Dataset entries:

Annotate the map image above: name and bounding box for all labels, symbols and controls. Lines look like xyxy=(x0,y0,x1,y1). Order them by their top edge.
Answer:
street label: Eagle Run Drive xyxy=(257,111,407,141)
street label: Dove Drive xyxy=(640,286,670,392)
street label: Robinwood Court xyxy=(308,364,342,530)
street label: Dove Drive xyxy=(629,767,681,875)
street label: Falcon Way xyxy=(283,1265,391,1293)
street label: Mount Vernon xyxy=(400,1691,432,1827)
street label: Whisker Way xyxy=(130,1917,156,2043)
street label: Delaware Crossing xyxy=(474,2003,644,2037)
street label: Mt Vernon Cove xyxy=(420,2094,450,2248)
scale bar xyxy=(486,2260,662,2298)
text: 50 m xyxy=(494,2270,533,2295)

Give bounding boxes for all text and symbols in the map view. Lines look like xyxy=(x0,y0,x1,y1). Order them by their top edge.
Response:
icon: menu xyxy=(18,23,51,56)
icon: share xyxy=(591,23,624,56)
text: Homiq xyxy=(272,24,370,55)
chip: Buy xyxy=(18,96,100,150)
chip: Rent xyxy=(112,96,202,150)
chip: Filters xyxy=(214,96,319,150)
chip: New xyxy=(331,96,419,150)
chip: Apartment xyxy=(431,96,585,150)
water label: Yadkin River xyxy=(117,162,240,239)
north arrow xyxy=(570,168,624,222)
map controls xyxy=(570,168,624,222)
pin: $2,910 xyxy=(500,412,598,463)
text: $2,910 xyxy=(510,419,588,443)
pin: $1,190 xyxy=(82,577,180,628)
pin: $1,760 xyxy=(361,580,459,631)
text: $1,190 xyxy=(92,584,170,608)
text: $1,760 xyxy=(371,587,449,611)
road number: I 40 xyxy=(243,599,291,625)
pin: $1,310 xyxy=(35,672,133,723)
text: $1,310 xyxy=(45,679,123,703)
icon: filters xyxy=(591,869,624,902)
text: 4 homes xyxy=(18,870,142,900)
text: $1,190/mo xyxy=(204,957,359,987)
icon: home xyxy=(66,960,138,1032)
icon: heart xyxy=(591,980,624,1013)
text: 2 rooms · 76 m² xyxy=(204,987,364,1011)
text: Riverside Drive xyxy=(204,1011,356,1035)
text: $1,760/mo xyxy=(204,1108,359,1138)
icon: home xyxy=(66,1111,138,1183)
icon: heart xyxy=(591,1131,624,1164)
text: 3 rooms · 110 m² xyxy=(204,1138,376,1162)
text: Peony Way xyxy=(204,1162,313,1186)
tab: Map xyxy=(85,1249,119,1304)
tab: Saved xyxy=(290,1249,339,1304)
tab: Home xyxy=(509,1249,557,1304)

PROBLEM TO SOLVE:
When a line above contains the string "them", copy that line.

SOLVED PROBLEM:
Annotate the map image above: name and bounding box for all labels, symbols and controls. Lines look like xyxy=(x0,y0,x1,y1). Order them by their top edge.
Give bounding boxes for all text and symbols in the map view. Lines look like xyxy=(x0,y0,x1,y1). Order them by their top edge.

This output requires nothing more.